Malmesbury School in Wiltshire, part of the Athelstan Trust and recently rated outstanding in all areas, allows pupils to keep mobiles with them and use them in break and lunchtimes. Although headteacher Brett Jouny worries over whether he’s made the right call (he’s reviewing the policy in January), he believes access to mobiles can be beneficial for neurodiverse pupils who “find school really dysregulating”.
He said “having half an hour at lunch” to play on their phones “calms them down, ready for the rest of the afternoon”.
However, it’s also a “lovely coincidence” that Malmesbury’s mobile reception is “horrendous” with access to 4G “impossible”.
Will Ruscoe, headteacher of Sir William Romney School in Tetbury, Glos, allows pupils to use smartphones “where the teacher feels there’s a task that the phone would benefit the learning”. That might include a “quick Google search” or “interactive quiz games”.
Highworth Grammar School in Ashford, Kent, allows mobiles and earbuds to be used in lessons with permission, and on “silent mode” the rest of the time.
Arrowsmith said Wirral Hospitals’ School used to allow pupils access to their devices so they could “learn how to manage their use and of the potential learning benefits of phones”. But in September he shifted to a “zero-tolerance approach… for both staff and students”.
He said some pupils had phone attachment issues and “their ‘need’ to have their phones is more genuine, and greater, than for the average young person”. But he added “the positives have far outweighed the negatives”.
Beyond bans
Meanwhile, some schools are also expanding efforts to urge families to restrict phone use at home.
After a pupil survey revealed over a third of Fulham Boys School pupils’ smartphones had unrestricted web access on them, Smith felt a “moral obligation” to take action, not just through the ban he’s enforcing but also by speaking to parents at coffee mornings.
City of London Academy Southwark is from next September encouraging Year 7s to only use brick phones, with the ambition that by 2027, Year 7 to Year 9 will only be allowed these phones at school. Principal Mike Baxter believes that for 95 per cent of the schools going “phone free,” the “impact is minimal”.
He says: “Despite the self-congratulatory headlines, these schools are not changing kids’ lives in the way they should be” because “the smartphones/social media battleground has never been in schools. It’s at 2am, when a notification leads to two hours on TikTok, [then…] come 9am, trying to stay awake in maths when they’re sleep deprived and hard wired to expect a dopamine hit.”

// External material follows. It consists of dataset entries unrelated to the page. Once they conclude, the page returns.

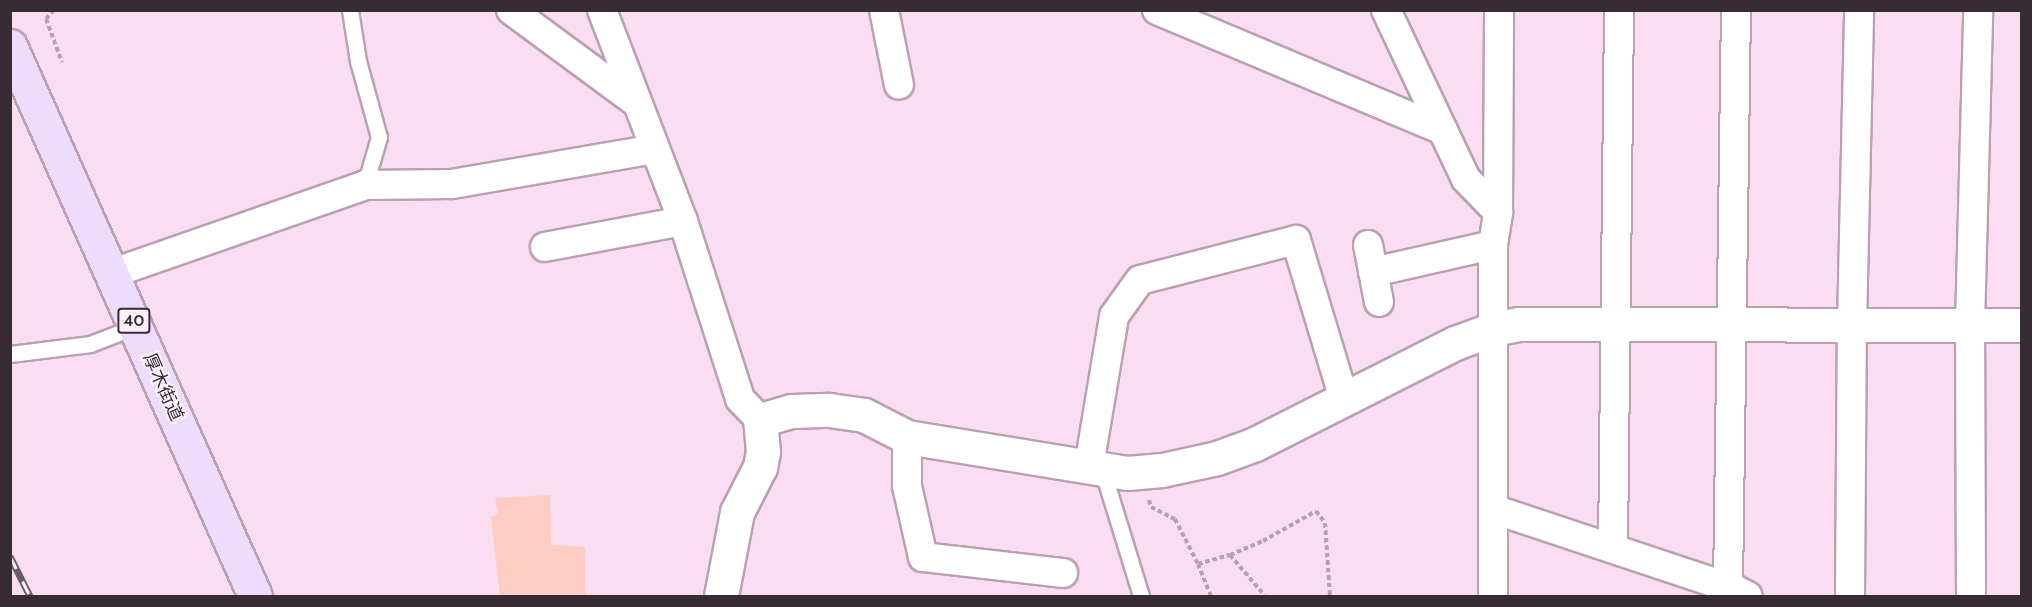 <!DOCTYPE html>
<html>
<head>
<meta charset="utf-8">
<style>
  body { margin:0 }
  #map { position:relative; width:2032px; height:607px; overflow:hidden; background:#fbddf2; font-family:Cabin,"Noto Sans JP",sans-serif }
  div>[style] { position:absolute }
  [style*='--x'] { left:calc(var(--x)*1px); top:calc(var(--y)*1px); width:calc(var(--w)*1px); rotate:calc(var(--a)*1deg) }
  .green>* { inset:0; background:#fdcdc3 }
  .path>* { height:4px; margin-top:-2px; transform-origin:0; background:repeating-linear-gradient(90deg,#b69faf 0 4.5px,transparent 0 7.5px) }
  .roads { filter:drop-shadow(2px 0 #bb9fb3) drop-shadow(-2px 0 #bb9fb3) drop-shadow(0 2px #bb9fb3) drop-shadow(0 -2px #bb9fb3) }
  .service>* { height:15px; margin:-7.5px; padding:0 7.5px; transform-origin:7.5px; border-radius:7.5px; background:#fff }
  .minor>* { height:28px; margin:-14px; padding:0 14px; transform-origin:14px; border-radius:14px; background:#fff }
  .tertiary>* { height:33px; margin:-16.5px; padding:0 16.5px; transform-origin:16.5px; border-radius:16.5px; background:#fff }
  .primary>* { height:33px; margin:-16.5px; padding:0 16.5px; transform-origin:16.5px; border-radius:16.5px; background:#eedcff }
  .rail>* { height:7px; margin-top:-3.5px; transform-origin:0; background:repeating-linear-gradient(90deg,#fdf1f9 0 14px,#6a5a65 0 28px); box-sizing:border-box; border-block:2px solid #6a5a65 }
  span { translate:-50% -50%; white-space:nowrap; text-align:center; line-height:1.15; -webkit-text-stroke:4.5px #fdf1f9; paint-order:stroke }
  .shield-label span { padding:2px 4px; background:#fdf1f9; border:2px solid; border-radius:4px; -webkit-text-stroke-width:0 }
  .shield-label { font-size:16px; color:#372c34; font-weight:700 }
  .street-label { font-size:18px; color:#372c34 }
  .frame { position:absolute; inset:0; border:12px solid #372c34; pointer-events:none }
</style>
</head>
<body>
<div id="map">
  <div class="green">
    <div style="clip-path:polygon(550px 495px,551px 545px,585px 547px,585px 596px,500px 596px,491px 517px,498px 514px,495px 498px)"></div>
  </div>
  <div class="path">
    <div style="--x:54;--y:10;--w:12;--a:132"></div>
    <div style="--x:46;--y:19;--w:46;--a:69.6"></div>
    <div style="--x:1149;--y:500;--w:7;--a:74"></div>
    <div style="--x:1151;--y:507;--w:27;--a:27"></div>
    <div style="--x:1175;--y:519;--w:51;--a:62.9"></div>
    <div style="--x:1198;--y:564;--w:35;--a:68"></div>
    <div style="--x:1230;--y:555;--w:54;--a:49.5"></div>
    <div style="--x:1198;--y:564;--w:33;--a:-16"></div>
    <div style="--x:1230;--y:555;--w:36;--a:-23"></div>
    <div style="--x:1263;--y:541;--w:61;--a:-29.5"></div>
    <div style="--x:1316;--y:511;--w:15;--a:53"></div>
    <div style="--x:1325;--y:523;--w:73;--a:86.1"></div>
  </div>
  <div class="roads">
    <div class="service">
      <div style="--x:350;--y:10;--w:52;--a:81.1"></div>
      <div style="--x:358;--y:61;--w:79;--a:74.6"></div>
      <div style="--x:379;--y:137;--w:50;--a:106.3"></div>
      <div style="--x:10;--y:354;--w:81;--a:-7.1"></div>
      <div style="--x:90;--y:344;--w:50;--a:-21"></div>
      <div style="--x:1102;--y:469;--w:133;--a:72.9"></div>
    </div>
    <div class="minor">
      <div style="--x:511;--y:10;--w:155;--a:36.4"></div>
      <div style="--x:602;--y:10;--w:226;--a:69"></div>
      <div style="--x:683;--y:221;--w:187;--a:72.2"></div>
      <div style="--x:740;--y:399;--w:29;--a:46"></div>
      <div style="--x:884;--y:10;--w:76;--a:78.7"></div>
      <div style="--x:1157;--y:10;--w:310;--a:22.8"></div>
      <div style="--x:1386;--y:10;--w:187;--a:64.7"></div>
      <div style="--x:1466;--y:179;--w:46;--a:45.9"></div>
      <div style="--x:1368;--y:245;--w:58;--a:79.1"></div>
      <div style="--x:545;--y:247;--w:140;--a:-10.7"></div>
      <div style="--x:1373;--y:272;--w:123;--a:-12.7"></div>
      <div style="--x:113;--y:273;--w:267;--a:-19.2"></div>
      <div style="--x:365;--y:185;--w:87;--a:-0.7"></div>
      <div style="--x:452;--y:184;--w:205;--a:-9.8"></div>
      <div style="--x:907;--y:437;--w:49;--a:90"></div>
      <div style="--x:907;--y:486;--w:73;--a:77.3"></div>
      <div style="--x:923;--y:557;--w:141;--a:6.5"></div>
      <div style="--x:1089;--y:466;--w:152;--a:-80.5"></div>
      <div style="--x:1114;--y:316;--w:44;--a:-54.2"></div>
      <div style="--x:1140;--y:280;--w:161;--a:-14.4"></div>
      <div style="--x:1296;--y:240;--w:166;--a:73.2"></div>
      <div style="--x:1493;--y:509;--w:256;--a:18.4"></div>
      <div style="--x:1736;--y:590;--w:13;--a:27"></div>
      <div style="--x:1613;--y:548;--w:538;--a:-89.36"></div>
      <div style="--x:1728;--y:587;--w:577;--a:-89.21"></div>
      <div style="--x:1493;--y:596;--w:351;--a:-90"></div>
      <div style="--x:1493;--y:245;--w:33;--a:-81"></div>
      <div style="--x:1498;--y:212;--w:202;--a:-89.7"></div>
      <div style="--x:1850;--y:596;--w:271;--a:-89.6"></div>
      <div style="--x:1852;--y:325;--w:315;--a:-88.7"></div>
      <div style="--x:1971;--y:596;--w:271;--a:-90.2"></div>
      <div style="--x:1970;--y:325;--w:315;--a:-88.5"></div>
    </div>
    <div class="tertiary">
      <div style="--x:721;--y:596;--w:86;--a:-79.2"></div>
      <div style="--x:737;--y:512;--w:51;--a:-62.9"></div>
      <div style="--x:760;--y:467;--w:15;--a:-79"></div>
      <div style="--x:763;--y:452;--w:32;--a:-95"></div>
      <div style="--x:760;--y:420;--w:33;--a:-16"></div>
      <div style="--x:792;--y:411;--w:37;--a:-2"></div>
      <div style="--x:829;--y:410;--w:35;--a:8"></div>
      <div style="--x:864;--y:415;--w:48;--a:27.1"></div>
      <div style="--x:907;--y:437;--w:223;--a:9.3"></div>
      <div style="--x:1127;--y:473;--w:35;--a:-5"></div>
      <div style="--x:1162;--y:470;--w:56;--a:-12.3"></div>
      <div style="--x:1217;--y:458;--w:40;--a:-20.2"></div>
      <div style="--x:1255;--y:444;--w:224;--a:-26.8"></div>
      <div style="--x:1455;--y:343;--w:40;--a:-20.2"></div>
      <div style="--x:1493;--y:329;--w:26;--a:-11"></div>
      <div style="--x:1519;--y:324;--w:503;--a:0.11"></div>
    </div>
    <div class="primary">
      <div style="--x:10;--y:46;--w:602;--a:65.99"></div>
    </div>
  </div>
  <div class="rail">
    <div style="--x:10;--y:556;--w:45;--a:63.4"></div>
  </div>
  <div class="shield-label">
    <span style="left:134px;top:321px">40</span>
  </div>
  <div class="street-label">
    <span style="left:163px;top:387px;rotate:66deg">厚木街道</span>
  </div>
  <div class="frame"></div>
</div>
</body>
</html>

Headteacher Andrew O’Neill, of All Saints Catholic College in West London, doesn’t allow pupils’ smartphones to be switched on at school, but wants the narrative to be about “what you give pupils” rather than “banning and taking away”.

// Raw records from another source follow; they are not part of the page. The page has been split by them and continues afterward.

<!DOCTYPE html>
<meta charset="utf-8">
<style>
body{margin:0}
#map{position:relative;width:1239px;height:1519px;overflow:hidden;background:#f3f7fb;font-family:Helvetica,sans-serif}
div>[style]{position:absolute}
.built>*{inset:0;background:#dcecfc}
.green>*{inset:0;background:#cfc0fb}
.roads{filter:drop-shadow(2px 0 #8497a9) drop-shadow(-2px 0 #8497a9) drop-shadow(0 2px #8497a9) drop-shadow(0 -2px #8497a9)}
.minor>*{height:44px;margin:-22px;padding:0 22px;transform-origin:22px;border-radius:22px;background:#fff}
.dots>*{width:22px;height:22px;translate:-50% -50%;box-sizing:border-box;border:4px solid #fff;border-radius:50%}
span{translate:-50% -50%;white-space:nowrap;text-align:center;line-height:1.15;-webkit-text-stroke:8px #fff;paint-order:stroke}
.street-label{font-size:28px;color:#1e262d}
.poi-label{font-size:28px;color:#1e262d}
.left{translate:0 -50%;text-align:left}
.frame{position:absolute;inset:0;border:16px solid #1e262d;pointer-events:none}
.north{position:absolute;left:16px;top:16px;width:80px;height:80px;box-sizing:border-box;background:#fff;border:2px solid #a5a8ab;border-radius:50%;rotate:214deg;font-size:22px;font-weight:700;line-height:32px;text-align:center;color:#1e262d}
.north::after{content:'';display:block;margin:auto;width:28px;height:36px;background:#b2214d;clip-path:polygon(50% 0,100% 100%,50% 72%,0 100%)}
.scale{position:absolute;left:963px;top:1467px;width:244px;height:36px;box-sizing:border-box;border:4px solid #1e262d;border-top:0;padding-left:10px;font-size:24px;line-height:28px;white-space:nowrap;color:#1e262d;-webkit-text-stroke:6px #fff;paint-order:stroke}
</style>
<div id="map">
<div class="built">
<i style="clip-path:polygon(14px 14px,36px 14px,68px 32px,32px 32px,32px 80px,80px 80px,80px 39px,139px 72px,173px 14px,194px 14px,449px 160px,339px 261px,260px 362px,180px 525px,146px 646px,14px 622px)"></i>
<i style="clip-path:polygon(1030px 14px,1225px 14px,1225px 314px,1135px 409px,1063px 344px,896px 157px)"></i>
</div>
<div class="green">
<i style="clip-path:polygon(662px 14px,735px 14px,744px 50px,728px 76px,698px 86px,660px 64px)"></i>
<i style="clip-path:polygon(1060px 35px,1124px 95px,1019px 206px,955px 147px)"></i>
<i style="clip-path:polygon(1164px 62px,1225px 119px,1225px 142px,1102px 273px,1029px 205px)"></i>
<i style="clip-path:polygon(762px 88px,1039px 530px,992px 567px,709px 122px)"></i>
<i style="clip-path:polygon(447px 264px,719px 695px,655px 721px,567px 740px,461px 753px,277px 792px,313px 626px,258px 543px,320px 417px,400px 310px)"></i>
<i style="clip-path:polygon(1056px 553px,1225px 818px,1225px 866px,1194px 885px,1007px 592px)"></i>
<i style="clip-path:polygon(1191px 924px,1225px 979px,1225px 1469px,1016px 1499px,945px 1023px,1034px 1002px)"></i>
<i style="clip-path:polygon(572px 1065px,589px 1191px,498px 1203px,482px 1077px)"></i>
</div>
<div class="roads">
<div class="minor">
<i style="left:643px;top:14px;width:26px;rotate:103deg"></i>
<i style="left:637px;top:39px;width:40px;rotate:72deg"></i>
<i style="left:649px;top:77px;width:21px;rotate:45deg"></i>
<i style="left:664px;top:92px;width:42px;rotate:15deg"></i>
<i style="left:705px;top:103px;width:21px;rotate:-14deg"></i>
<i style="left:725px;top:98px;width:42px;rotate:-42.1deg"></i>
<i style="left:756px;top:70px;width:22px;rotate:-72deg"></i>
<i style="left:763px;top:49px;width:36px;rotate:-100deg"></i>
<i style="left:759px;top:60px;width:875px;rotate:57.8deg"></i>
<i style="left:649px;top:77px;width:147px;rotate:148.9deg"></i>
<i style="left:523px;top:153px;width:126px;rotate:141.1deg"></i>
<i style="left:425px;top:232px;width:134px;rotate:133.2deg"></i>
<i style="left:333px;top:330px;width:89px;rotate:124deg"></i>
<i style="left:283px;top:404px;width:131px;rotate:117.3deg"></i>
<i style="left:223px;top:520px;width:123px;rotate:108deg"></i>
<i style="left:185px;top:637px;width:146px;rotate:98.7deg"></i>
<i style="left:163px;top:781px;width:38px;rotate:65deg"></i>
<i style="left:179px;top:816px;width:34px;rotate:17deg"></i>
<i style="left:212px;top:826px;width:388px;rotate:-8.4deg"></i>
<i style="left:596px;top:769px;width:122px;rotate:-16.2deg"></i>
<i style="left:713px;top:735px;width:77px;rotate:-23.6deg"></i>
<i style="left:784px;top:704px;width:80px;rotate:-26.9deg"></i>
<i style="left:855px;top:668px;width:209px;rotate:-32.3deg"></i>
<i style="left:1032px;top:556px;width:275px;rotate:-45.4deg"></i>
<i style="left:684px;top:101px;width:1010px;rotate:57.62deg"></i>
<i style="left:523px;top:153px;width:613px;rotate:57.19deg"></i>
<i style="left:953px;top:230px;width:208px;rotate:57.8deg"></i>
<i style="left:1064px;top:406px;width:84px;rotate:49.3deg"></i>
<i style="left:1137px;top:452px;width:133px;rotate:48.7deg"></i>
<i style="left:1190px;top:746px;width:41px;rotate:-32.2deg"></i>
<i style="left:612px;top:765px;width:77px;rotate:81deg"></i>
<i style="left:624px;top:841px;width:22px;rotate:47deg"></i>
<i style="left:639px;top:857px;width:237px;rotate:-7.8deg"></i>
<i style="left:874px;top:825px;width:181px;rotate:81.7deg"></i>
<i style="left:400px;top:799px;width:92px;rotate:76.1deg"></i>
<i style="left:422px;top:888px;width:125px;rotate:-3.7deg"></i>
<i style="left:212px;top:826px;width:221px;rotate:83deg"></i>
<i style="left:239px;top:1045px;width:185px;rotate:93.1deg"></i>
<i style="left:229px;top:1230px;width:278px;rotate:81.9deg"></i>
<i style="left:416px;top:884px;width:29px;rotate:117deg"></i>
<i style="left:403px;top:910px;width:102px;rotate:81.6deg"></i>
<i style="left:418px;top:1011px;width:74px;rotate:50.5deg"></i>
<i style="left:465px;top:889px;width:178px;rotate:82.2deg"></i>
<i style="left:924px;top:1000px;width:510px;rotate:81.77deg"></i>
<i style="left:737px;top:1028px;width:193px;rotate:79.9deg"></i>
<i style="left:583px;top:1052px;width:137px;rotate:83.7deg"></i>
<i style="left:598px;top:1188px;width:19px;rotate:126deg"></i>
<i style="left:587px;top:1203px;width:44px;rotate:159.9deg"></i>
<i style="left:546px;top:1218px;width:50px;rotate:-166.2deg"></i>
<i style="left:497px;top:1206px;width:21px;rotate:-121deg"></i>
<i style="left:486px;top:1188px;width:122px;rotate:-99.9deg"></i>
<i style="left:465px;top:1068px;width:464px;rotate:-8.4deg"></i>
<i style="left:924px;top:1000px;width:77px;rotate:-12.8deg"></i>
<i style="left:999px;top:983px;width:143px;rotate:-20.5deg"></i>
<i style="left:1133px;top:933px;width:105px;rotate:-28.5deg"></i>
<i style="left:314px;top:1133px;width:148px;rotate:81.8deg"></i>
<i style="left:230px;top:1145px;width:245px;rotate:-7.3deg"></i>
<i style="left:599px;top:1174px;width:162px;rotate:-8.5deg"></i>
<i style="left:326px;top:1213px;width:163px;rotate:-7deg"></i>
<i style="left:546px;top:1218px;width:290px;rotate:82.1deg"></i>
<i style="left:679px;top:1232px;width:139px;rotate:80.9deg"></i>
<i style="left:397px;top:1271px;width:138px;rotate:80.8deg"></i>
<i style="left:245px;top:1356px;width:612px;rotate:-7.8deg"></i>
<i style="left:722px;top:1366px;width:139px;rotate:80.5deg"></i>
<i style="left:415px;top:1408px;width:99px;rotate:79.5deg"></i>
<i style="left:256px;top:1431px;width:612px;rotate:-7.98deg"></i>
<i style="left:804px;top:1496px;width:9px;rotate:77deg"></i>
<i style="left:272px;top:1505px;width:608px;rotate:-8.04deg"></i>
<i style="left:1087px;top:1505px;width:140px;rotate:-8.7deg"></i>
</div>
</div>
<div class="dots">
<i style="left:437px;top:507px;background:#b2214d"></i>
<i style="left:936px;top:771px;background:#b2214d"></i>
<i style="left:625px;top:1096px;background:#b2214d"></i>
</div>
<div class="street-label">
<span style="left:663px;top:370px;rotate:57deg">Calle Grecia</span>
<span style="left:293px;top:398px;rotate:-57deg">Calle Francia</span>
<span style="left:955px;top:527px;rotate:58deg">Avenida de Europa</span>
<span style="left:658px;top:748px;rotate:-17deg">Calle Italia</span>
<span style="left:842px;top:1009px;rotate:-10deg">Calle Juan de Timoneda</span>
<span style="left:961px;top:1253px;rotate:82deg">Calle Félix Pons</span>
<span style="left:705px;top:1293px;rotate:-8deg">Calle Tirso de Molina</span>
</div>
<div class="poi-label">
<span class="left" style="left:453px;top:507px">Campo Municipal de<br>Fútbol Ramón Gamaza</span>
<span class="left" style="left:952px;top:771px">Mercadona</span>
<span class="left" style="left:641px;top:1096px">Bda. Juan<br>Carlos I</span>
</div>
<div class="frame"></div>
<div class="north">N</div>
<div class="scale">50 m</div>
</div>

This year he ran extended 11-hour days for Year 7 and 8 pupils over two periods of 10 weeks and four weeks, giving them more opportunities to socialise away from screens. Assistant head Rebecca Fulla saw pupils rediscover the joys of hide and seek, chess and rounders, with Uno being “by far their favourite” game.
Player also believes the solution to smartphone addiction lies not in bans, but in educating parents to “control these devices”. “Parents want that advice and support. They want their children back, but they don’t know how to do this,” he says.
Meanwhile, almost three months after the Stanway experiment ended, the four pupils we spoke to all said they’re now using their phones less.
Miles, who had spent six hours a day on devices, now spends more time “playing chess” with his dad, who has banned him from using his phone upstairs.
At John Wallis Academy, deputy head Terri-Ann Smee sees pupils now bringing board games into school. Some are creating their own games.
Boomer-Clark said the “atmosphere” at John Williams has changed since smartphones were banned, with pupils at breaktimes “wanting to socialise and be present in that moment”.
Smith believes his blanket smartphone ban will reap dividends in the future, when “the average parent choosing this school will turn to their son and say, ‘I’m not going to buy you a smartphone because you’re going to Fulham Boys School.
“That will give them a few more years of their childhood back.”